## Material provided
|---|

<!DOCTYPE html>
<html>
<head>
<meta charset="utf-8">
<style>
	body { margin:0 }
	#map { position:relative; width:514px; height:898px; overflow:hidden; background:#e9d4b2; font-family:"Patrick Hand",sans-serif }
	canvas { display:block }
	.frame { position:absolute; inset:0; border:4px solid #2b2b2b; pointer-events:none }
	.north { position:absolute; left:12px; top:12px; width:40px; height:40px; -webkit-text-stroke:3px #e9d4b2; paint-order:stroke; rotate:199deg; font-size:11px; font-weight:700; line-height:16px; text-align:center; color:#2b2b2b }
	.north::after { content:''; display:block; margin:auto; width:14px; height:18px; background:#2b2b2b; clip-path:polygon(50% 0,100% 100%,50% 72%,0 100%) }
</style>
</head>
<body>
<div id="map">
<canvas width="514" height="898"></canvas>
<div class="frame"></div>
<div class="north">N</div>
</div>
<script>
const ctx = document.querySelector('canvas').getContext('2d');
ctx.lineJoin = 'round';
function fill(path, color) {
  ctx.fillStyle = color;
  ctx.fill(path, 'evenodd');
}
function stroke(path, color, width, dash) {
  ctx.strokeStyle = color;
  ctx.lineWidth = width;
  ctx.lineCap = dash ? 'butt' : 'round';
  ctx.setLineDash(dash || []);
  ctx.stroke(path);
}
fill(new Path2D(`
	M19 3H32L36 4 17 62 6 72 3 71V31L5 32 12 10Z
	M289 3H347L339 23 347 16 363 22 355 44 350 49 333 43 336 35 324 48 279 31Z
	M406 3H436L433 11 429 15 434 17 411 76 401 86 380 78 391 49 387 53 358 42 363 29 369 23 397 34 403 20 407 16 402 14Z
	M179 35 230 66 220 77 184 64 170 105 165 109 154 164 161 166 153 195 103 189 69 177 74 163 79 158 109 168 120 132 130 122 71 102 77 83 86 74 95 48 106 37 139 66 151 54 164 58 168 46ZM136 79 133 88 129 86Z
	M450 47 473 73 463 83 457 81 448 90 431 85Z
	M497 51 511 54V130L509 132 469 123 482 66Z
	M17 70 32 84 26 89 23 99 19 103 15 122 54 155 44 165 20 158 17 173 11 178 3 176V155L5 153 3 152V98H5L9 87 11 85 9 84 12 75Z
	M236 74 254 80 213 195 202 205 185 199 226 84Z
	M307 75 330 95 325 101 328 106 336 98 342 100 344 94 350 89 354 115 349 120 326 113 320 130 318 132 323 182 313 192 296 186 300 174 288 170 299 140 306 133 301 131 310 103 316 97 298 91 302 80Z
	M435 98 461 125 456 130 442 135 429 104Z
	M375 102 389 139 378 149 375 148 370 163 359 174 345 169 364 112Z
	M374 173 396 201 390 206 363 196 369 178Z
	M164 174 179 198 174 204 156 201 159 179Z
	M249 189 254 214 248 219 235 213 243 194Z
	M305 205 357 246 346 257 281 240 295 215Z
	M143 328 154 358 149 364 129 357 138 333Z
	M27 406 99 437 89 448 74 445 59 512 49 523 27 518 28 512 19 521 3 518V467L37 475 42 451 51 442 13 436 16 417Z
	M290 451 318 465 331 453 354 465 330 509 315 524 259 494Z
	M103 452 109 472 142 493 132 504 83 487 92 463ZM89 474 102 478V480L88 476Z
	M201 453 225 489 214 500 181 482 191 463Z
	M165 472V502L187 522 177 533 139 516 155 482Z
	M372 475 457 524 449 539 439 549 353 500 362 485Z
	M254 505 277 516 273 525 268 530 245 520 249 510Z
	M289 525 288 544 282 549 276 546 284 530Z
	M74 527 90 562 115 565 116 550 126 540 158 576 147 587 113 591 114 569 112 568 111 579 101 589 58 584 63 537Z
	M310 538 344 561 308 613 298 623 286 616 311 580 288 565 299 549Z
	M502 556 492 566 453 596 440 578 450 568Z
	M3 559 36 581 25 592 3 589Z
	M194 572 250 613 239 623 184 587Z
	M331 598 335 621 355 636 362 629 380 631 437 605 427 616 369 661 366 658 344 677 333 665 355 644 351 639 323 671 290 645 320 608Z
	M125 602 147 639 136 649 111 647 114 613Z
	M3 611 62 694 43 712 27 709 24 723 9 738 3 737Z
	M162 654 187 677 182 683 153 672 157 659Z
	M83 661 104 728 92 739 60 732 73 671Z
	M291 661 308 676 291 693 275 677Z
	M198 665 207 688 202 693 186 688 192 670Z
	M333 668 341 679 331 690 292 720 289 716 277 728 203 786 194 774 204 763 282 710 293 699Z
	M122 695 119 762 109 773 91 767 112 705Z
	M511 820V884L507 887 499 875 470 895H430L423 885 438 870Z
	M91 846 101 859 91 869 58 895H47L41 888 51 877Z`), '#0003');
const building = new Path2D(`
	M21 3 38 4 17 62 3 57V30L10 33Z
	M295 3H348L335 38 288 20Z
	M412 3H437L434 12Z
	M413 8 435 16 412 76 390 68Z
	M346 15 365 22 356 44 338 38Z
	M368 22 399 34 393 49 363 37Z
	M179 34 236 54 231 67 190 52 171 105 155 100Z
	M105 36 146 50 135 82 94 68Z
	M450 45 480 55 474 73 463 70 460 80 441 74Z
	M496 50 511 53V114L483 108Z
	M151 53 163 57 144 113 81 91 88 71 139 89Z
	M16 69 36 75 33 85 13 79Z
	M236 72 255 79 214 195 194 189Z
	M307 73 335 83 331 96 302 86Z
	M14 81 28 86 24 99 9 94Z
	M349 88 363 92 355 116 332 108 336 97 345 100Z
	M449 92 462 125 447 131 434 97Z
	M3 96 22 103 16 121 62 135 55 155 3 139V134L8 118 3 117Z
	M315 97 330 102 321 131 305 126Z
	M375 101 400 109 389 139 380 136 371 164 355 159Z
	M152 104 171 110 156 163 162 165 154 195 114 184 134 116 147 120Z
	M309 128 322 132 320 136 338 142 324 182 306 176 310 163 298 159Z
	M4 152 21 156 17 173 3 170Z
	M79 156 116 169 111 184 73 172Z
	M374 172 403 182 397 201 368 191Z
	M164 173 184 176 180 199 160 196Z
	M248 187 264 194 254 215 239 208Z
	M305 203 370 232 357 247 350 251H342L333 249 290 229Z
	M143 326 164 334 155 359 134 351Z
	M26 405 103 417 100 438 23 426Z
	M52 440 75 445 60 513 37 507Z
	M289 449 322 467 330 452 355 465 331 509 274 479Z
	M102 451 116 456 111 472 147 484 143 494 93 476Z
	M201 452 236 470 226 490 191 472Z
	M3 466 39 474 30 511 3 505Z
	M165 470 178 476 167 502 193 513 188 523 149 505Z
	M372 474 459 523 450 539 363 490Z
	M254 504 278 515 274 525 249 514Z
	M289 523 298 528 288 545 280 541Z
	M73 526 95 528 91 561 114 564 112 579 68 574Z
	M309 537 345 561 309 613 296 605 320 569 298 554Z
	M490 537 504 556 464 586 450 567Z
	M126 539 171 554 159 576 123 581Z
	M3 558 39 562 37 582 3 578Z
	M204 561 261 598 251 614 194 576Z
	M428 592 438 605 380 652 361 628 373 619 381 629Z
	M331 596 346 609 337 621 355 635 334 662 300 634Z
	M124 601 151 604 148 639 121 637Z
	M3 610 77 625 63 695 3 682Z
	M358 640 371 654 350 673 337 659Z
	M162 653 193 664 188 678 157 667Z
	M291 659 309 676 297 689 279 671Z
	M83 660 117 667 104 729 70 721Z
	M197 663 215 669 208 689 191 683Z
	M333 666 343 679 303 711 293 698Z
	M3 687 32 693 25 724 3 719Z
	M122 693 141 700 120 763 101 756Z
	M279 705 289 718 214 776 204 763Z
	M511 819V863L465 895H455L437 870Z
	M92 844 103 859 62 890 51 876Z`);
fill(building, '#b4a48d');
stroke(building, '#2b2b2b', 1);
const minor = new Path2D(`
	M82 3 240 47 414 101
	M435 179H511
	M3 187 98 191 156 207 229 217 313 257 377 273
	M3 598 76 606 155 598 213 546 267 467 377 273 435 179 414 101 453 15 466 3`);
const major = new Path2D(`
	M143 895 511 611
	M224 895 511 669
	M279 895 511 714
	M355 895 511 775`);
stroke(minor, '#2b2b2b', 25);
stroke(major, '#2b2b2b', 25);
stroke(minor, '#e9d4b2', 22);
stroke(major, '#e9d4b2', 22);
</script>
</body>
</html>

|---|

## What to produce
Print, unaltered, every line from the beginning of the material down to the line with "M435 98 461 125 456 130 442 135 429 104Z".

## Answer section
<!DOCTYPE html>
<html>
<head>
<meta charset="utf-8">
<style>
	body { margin:0 }
	#map { position:relative; width:514px; height:898px; overflow:hidden; background:#e9d4b2; font-family:"Patrick Hand",sans-serif }
	canvas { display:block }
	.frame { position:absolute; inset:0; border:4px solid #2b2b2b; pointer-events:none }
	.north { position:absolute; left:12px; top:12px; width:40px; height:40px; -webkit-text-stroke:3px #e9d4b2; paint-order:stroke; rotate:199deg; font-size:11px; font-weight:700; line-height:16px; text-align:center; color:#2b2b2b }
	.north::after { content:''; display:block; margin:auto; width:14px; height:18px; background:#2b2b2b; clip-path:polygon(50% 0,100% 100%,50% 72%,0 100%) }
</style>
</head>
<body>
<div id="map">
<canvas width="514" height="898"></canvas>
<div class="frame"></div>
<div class="north">N</div>
</div>
<script>
const ctx = document.querySelector('canvas').getContext('2d');
ctx.lineJoin = 'round';
function fill(path, color) {
  ctx.fillStyle = color;
  ctx.fill(path, 'evenodd');
}
function stroke(path, color, width, dash) {
  ctx.strokeStyle = color;
  ctx.lineWidth = width;
  ctx.lineCap = dash ? 'butt' : 'round';
  ctx.setLineDash(dash || []);
  ctx.stroke(path);
}
fill(new Path2D(`
	M19 3H32L36 4 17 62 6 72 3 71V31L5 32 12 10Z
	M289 3H347L339 23 347 16 363 22 355 44 350 49 333 43 336 35 324 48 279 31Z
	M406 3H436L433 11 429 15 434 17 411 76 401 86 380 78 391 49 387 53 358 42 363 29 369 23 397 34 403 20 407 16 402 14Z
	M179 35 230 66 220 77 184 64 170 105 165 109 154 164 161 166 153 195 103 189 69 177 74 163 79 158 109 168 120 132 130 122 71 102 77 83 86 74 95 48 106 37 139 66 151 54 164 58 168 46ZM136 79 133 88 129 86Z
	M450 47 473 73 463 83 457 81 448 90 431 85Z
	M497 51 511 54V130L509 132 469 123 482 66Z
	M17 70 32 84 26 89 23 99 19 103 15 122 54 155 44 165 20 158 17 173 11 178 3 176V155L5 153 3 152V98H5L9 87 11 85 9 84 12 75Z
	M236 74 254 80 213 195 202 205 185 199 226 84Z
	M307 75 330 95 325 101 328 106 336 98 342 100 344 94 350 89 354 115 349 120 326 113 320 130 318 132 323 182 313 192 296 186 300 174 288 170 299 140 306 133 301 131 310 103 316 97 298 91 302 80Z
	M435 98 461 125 456 130 442 135 429 104Z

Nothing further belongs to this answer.